Being strong and courageous.

Joshua 1.9.

One of my biggest peeves about the way Christianity is practiced in the United States has to do with the way certain Christianist men’s groups regularly twist the scriptures in order to justify culturally-defined “masculinity.” Not masculinity as Jesus demonstrated it, nor even as the fallible men in the bible practiced it: Masculinity as defined by popular American culture. With, frequently, a lot of chauvinism and sexism mixed in.

A lot of these men have taken their cues from the 1990s’ mythopoetic men’s movement, which author John Eldredge repackaged for Christians so we can do the same thing. They scoured myths, legends, and fairy tales for clues as to what’s really true about masculinity. Took a lot of those old stories out of context, in so doing. Eldredge prefers pulling his ideas from the bible and Mel Gibson’s Braveheart, but he makes the same mistake of overlaying his prejudices on them, then claiming his prejudices came from them. Or are at least supported by them.

So men nowadays, claim Eldredge and the sexists, are too effeminate. Cowardly, wimpy girly-men. Our culture requires men to suppress our manly urges and behave ourselves. But, they insist, our urges are natural and good: Men were meant to be wild, free, and fighting. Not just fighting randomly in bars and sporting events, but fighting for noble causes—for truth and justice, to tame nature, in the defense of loved ones, in the cause of Christ, in certain political venues, to pretty much punch anyone who dares challenge our prejudices…

Really, any excuse will do. So long as we get to do some fighting.

For fighting, they insist, is the deep down—but suppressed!—desire of a man’s heart. Men fought throughout human history. Men needed to fight, ’cause noble causes. They claim God gave us this desire to fight, smite, scratch, and bite. And God wants to give us the desires of our hearts, right? Ps 37.4 Yet our culture keeps trying to “civilize” us. So fight that culture; it’s all pagan and secular anyway, and feminists took it over back in the ’70s or something, and now they’re turning us into wimps. Fight back. Be a man. Kick some ass.

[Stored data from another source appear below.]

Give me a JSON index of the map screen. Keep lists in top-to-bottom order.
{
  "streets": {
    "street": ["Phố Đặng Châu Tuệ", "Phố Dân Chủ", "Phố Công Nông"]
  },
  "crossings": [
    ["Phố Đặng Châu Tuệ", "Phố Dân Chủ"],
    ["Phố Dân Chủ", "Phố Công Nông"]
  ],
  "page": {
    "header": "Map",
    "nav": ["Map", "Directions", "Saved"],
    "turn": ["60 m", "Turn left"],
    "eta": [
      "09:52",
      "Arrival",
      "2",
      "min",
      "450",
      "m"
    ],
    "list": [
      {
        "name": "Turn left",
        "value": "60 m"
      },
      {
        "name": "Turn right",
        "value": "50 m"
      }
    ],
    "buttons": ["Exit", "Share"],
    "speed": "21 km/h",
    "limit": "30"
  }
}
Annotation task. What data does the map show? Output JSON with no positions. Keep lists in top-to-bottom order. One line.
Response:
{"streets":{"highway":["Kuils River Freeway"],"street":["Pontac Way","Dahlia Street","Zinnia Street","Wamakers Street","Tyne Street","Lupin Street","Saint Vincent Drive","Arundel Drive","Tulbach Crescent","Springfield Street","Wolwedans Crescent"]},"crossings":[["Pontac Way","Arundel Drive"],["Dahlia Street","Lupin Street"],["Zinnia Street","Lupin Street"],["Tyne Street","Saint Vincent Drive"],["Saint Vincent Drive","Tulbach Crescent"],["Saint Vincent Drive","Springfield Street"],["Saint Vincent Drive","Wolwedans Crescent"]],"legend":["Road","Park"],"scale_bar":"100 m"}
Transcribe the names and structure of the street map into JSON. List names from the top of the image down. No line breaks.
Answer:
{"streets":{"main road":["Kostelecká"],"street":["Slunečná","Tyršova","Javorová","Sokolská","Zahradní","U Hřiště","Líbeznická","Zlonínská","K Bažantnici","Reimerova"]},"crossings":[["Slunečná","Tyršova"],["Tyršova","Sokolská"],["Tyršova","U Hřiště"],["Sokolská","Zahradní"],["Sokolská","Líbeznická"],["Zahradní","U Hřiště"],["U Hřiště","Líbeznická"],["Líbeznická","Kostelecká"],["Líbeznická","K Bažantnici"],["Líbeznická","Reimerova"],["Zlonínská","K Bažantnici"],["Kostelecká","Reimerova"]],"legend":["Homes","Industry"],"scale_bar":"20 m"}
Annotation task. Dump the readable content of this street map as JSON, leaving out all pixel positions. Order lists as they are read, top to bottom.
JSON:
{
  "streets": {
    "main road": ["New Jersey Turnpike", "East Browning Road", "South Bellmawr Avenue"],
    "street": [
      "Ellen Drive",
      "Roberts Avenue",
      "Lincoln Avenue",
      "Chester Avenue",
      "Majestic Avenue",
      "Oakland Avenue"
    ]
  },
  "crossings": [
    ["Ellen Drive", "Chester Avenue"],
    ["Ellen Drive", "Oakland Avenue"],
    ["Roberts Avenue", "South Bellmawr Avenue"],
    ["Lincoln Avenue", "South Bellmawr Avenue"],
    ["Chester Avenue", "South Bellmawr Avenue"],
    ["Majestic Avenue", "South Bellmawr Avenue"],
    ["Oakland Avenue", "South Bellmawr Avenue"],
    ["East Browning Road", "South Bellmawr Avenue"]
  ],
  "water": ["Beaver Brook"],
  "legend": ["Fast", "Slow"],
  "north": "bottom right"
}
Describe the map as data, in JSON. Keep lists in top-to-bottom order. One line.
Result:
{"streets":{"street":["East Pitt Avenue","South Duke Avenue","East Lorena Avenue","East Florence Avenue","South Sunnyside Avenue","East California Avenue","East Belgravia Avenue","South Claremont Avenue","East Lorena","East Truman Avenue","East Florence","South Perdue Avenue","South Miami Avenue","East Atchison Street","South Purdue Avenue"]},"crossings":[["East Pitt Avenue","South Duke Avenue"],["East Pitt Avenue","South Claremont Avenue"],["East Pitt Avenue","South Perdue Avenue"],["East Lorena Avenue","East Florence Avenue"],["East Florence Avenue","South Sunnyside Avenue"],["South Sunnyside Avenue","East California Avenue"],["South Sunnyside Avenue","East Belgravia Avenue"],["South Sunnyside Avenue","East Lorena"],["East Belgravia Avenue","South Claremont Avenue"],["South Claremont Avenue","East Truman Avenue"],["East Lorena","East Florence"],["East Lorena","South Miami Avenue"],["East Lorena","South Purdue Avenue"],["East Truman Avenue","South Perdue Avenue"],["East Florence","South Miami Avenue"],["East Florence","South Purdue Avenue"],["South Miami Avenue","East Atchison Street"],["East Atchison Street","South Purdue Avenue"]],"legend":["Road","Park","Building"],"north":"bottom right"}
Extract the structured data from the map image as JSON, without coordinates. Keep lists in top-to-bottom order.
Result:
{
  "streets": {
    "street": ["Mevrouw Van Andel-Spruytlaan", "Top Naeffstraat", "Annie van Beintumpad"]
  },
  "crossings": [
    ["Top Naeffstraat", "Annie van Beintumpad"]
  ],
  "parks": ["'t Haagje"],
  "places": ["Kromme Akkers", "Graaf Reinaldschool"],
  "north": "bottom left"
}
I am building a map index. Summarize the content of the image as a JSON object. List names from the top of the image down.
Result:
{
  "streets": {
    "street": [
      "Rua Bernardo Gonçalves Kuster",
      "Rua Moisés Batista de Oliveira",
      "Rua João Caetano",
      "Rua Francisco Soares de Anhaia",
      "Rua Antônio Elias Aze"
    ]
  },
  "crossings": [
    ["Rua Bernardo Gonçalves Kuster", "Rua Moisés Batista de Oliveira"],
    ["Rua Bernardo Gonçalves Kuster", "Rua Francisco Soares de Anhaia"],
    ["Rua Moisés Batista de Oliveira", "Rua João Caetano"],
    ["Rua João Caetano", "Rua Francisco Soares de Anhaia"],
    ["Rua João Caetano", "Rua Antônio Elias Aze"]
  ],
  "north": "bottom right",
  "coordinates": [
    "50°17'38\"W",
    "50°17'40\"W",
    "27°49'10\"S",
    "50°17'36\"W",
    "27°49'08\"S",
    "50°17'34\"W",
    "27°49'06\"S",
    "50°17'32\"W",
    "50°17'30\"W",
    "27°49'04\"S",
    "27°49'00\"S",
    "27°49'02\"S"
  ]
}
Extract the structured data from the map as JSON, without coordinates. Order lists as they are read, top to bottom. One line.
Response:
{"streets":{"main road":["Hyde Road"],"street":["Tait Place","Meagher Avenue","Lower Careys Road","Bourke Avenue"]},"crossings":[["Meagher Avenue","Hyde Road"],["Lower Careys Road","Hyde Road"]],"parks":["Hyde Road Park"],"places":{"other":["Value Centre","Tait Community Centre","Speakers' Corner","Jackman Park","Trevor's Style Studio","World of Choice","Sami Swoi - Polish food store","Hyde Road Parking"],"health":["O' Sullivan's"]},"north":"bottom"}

This verse is their mantra:

Joshua 1.9 KWL
Don’t I command you? Be tough! Be strong! Not afraid, not shattered.
For your LORD God is with you everywhere you go.”

In the NIV it’s “Be strong and courageous,” and Michael W. Smith wrote a song about it, so that’s how we tend to hear it in the United States. And this verse is used to defend “masculine” behavior—legitimate and not.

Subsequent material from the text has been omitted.